Acórdão nº 018/17 de Tribunal dos Conflitos, 01 de Fevereiro de 2018

Magistrado ResponsávelTERESA DE SOUSA
Data da Resolução01 de Fevereiro de 2018
EmissorTribunal dos Conflitos

Acordam no Tribunal dos Conflitos A…………, Lda, identificada nos autos, interpôs recurso de revista excepcional para o Supremo Tribunal de Justiça, do acórdão da Relação de Évora de 12.07.2016, com vista a ver determinada a seguinte questão: Se no domínio da vigência do Estatuto da Câmara dos Solicitadores aprovado pelo DL nº 88/2003 de 26 de Abril, alterado pela Lei nº 49/2004 de 24 de Agosto e nº 14/2006 de 26 de Abril e pelo DL nº 226/2008 de 20 de Novembro e demais legislação conexa, designadamente o Código Civil e o Código de Processo Civil, a responsabilidade civil extracontratual que aos Agentes de Execução for imputada no exercício das respectivas funções profissionais e por causa delas obedece ao regime geral da responsabilidade por factos ilícitos previsto no art. 483º e seguintes do Código Civil ou, em alternativa, ao Regime da Responsabilidade Civil do Estado e demais Entidades Públicas, prevista na Lei nº 67/2007 de 31 de Dezembro.

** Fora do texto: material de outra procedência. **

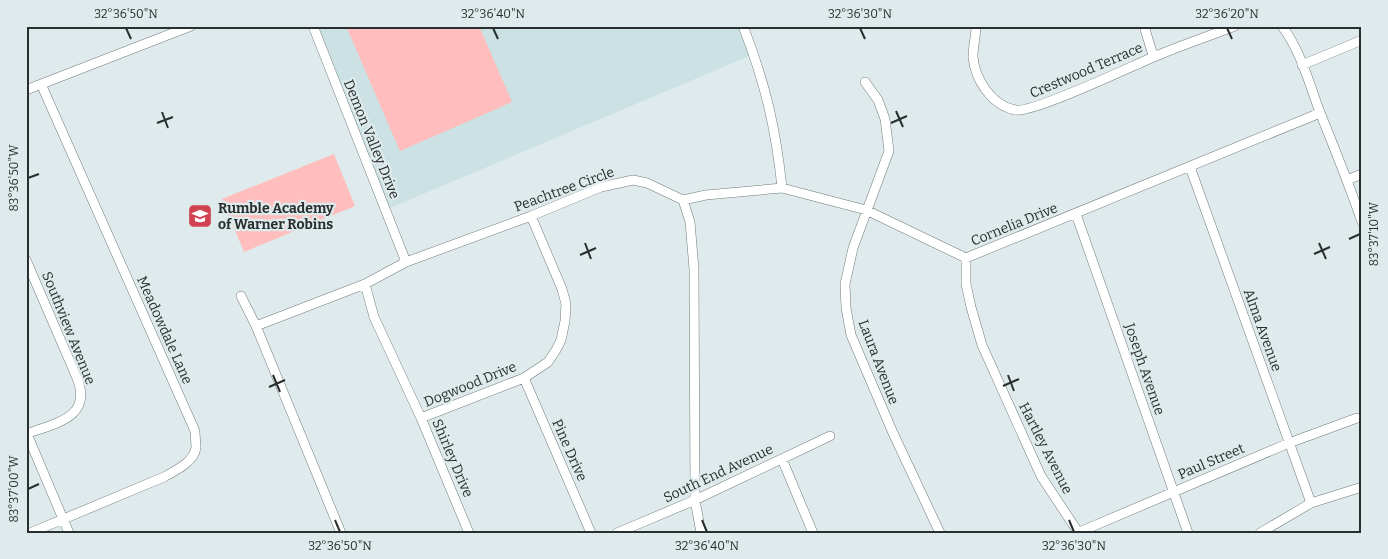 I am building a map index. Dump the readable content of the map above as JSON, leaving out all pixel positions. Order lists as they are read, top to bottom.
{
  "streets": {
    "street": [
      "Crestwood Terrace",
      "Demon Valley Drive",
      "Peachtree Circle",
      "Cornelia Drive",
      "Southview Avenue",
      "Meadowdale Lane",
      "Alma Avenue",
      "Laura Avenue",
      "Joseph Avenue",
      "Dogwood Drive",
      "Hartley Avenue",
      "Pine Drive",
      "Shirley Drive",
      "Paul Street",
      "South End Avenue"
    ]
  },
  "crossings": [
    ["Demon Valley Drive", "Peachtree Circle"],
    ["Peachtree Circle", "Cornelia Drive"],
    ["Peachtree Circle", "Dogwood Drive"],
    ["Peachtree Circle", "Shirley Drive"],
    ["Cornelia Drive", "Alma Avenue"],
    ["Cornelia Drive", "Laura Avenue"],
    ["Cornelia Drive", "Joseph Avenue"],
    ["Cornelia Drive", "Hartley Avenue"],
    ["Alma Avenue", "Paul Street"],
    ["Joseph Avenue", "Paul Street"],
    ["Dogwood Drive", "Pine Drive"],
    ["Dogwood Drive", "Shirley Drive"],
    ["Hartley Avenue", "Paul Street"]
  ],
  "places": {
    "school or university": ["Rumble Academy of Warner Robins"]
  },
  "coordinates": [
    "32°36'50\"N",
    "32°36'40\"N",
    "32°36'30\"N",
    "32°36'20\"N",
    "83°36'50\"W",
    "83°37'10\"W",
    "83°37'00\"W"
  ]
} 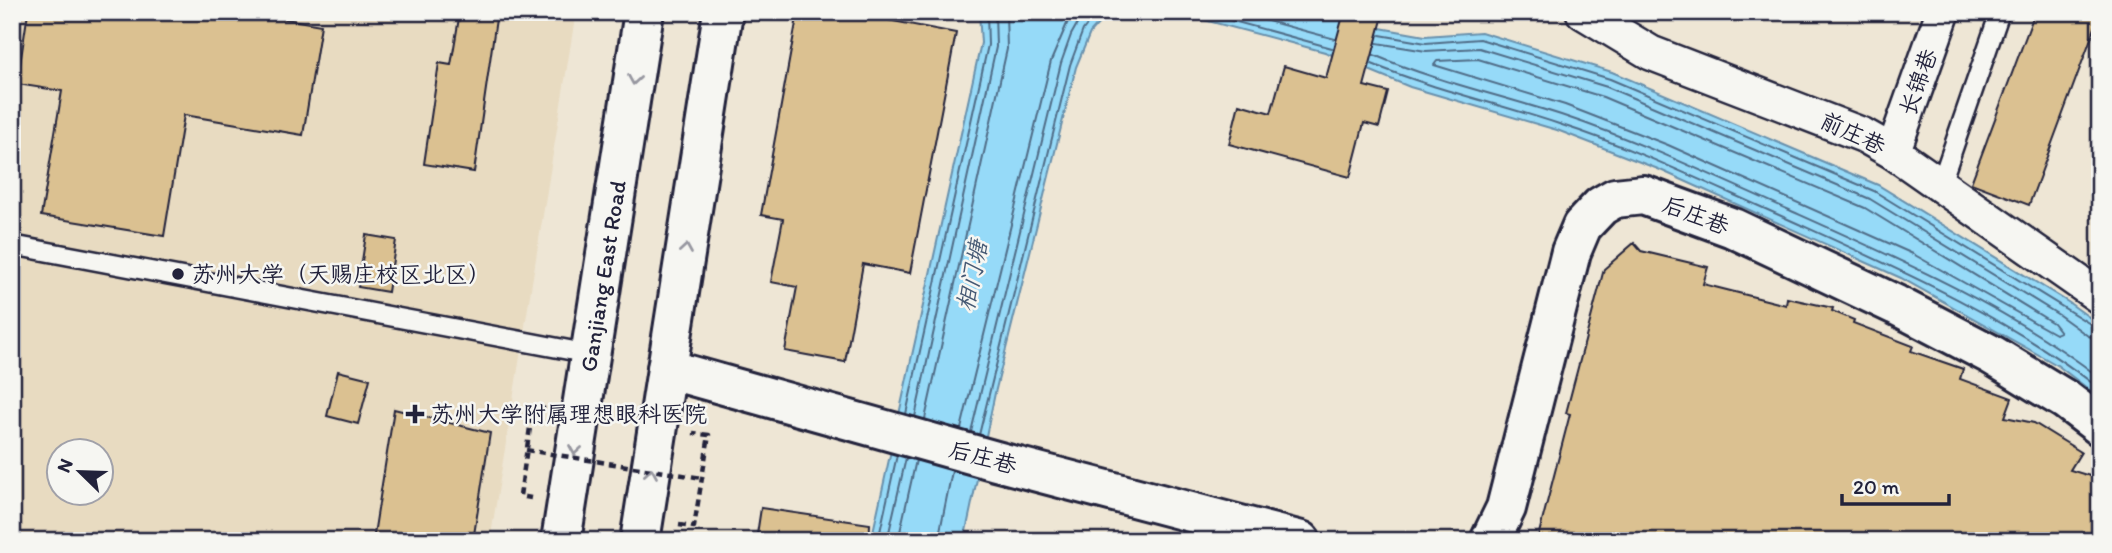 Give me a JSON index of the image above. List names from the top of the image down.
{
  "streets": {
    "street": [
      "长锦巷",
      "前庄巷",
      "后庄巷",
      "Ganjiang East Road"
    ]
  },
  "crossings": [
    ["长锦巷", "前庄巷"]
  ],
  "water": ["相门塘"],
  "places": {
    "other": ["苏州大学（天赐庄校区北区）"],
    "health": ["苏州大学附属理想眼科医院"]
  },
  "scale_bar": "20 m",
  "north": "top left"
} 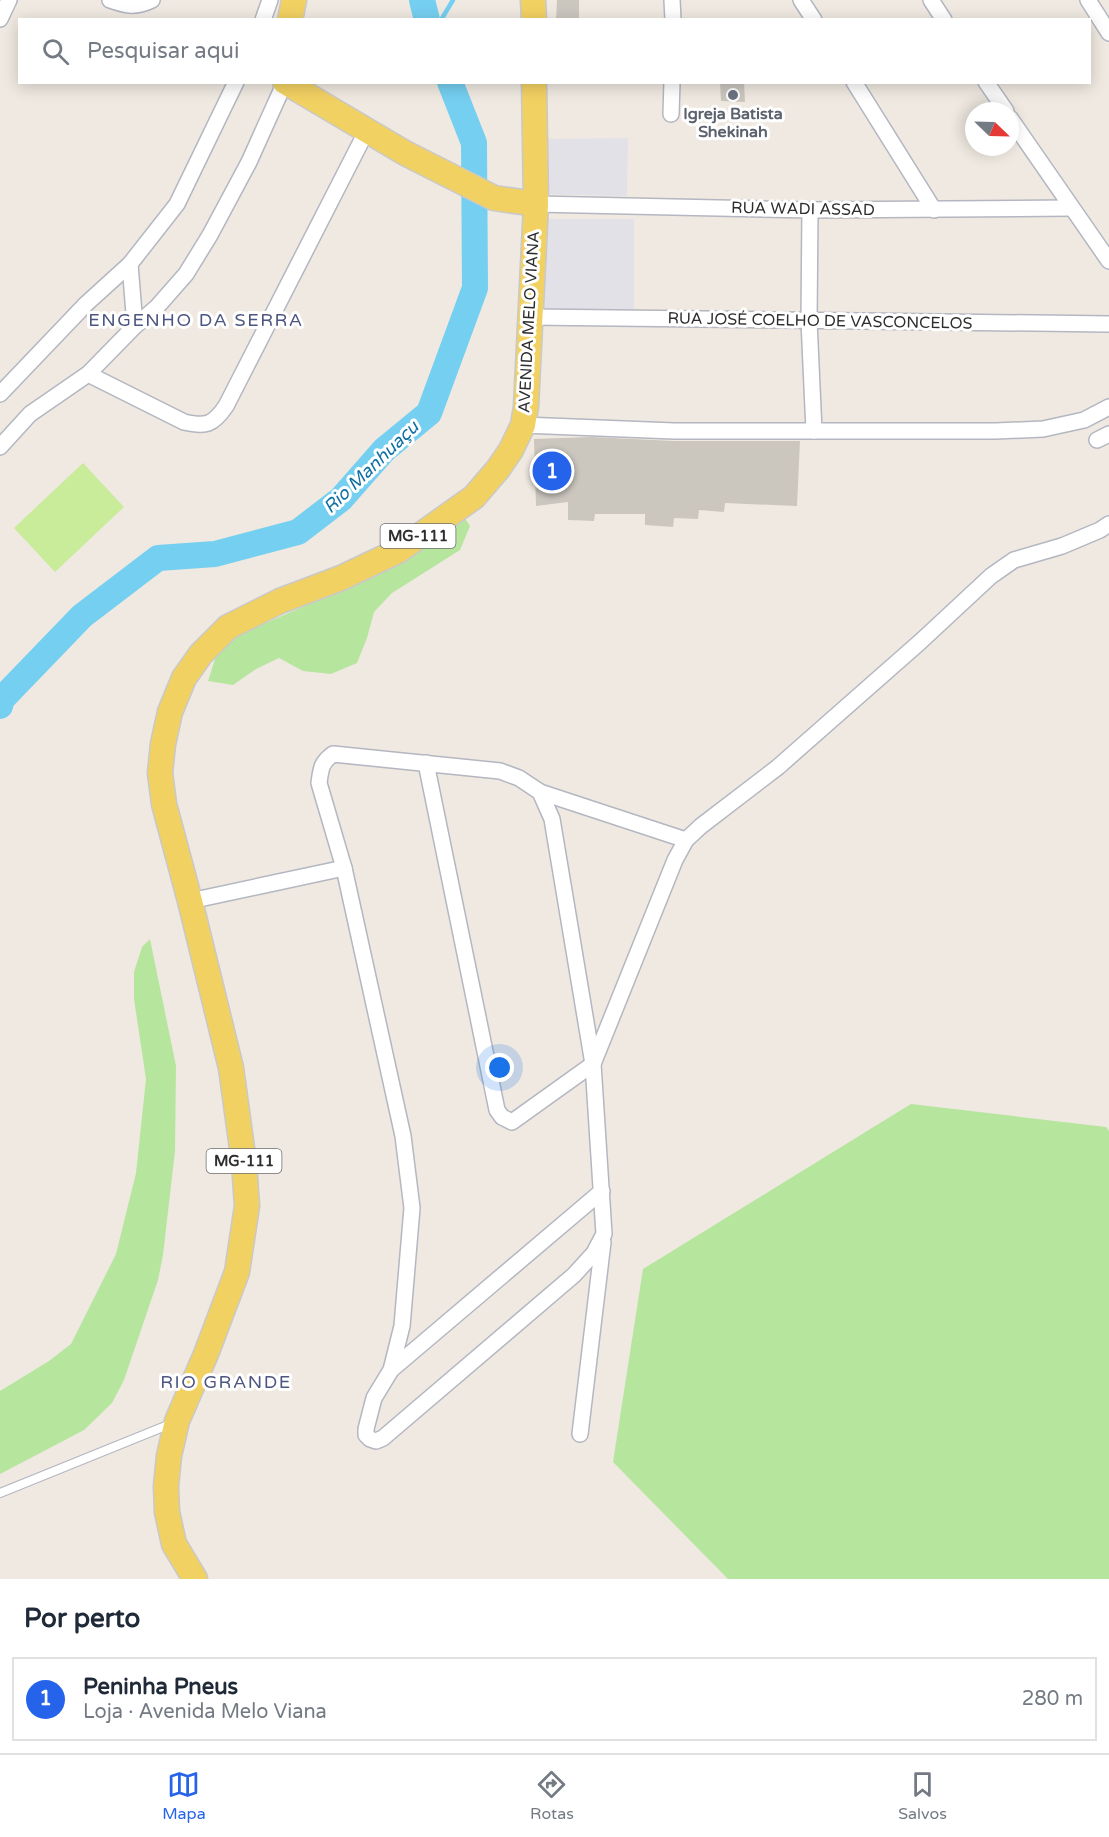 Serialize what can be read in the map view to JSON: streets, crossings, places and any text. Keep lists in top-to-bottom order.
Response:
{
  "streets": {
    "main road": ["AVENIDA MELO VIANA", "MG-111"],
    "street": ["RUA WADI ASSAD", "RUA JOSÉ COELHO DE VASCONCELOS"]
  },
  "crossings": [
    ["RUA WADI ASSAD", "AVENIDA MELO VIANA"],
    ["RUA JOSÉ COELHO DE VASCONCELOS", "AVENIDA MELO VIANA"],
    ["AVENIDA MELO VIANA", "MG-111"]
  ],
  "districts": ["ENGENHO DA SERRA", "RIO GRANDE"],
  "water": ["Rio Manhuaçu"],
  "places": ["Igreja Batista Shekinah"],
  "north": "bottom right",
  "page": {
    "search": "Pesquisar aqui",
    "pins": "1",
    "heading": "Por perto",
    "list": [
      {
        "mark": "1",
        "name": "Peninha Pneus",
        "note": "Loja · Avenida Melo Viana",
        "value": "280 m"
      }
    ],
    "nav": ["Mapa", "Rotas", "Salvos"]
  }
}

Nas alegações do presente recurso são formuladas as seguintes conclusões: 1) O presente recurso de Revista Excepcional tem em vista uma melhor aplicação do direito atenta a relevância jurídica das questões a seguir enunciadas e a análise sobre a invocada contradição de acórdãos sobre essas mesmas questões.

2) As questões que, pela sua relevância jurídica, importa analisar são as seguintes: 3) Se no domínio da vigência do Estatuto da Câmara dos Solicitadores aprovado pelo Decreto-Lei N° 88/2003 de 26 de Abril, alterado pela Leis N° 49/2004 de 24 de Agosto e Nº 14/2006 de 26 de Abril e pelo Decreto-Lei N° 226/2008 de 20 de Novembro, e demais legislação conexa a responsabilidade civil extracontratual que aos Agentes de Execução for imputada no exercício das respectivas funções profissionais e por causa delas obedece ao regime geral da responsabilidade por factos ilícitos previsto no artigo 483° e seguintes do Código Civil ou, em alternativa, ao Regime da Responsabilidade Civil do Estado e demais Entidades Públicas previsto na Lei N° 67/2007 de 31 de Dezembro, e consequentemente, 4) Se a competência para dirimir os pleitos relativos à responsabilidade civil extracontratual dos agentes de execução por actos ou omissões praticados no exercício das suas funções profissionais e por causa delas cabe aos Tribunais do Foro Comum ou aos Tribunais do Foro Administrativo.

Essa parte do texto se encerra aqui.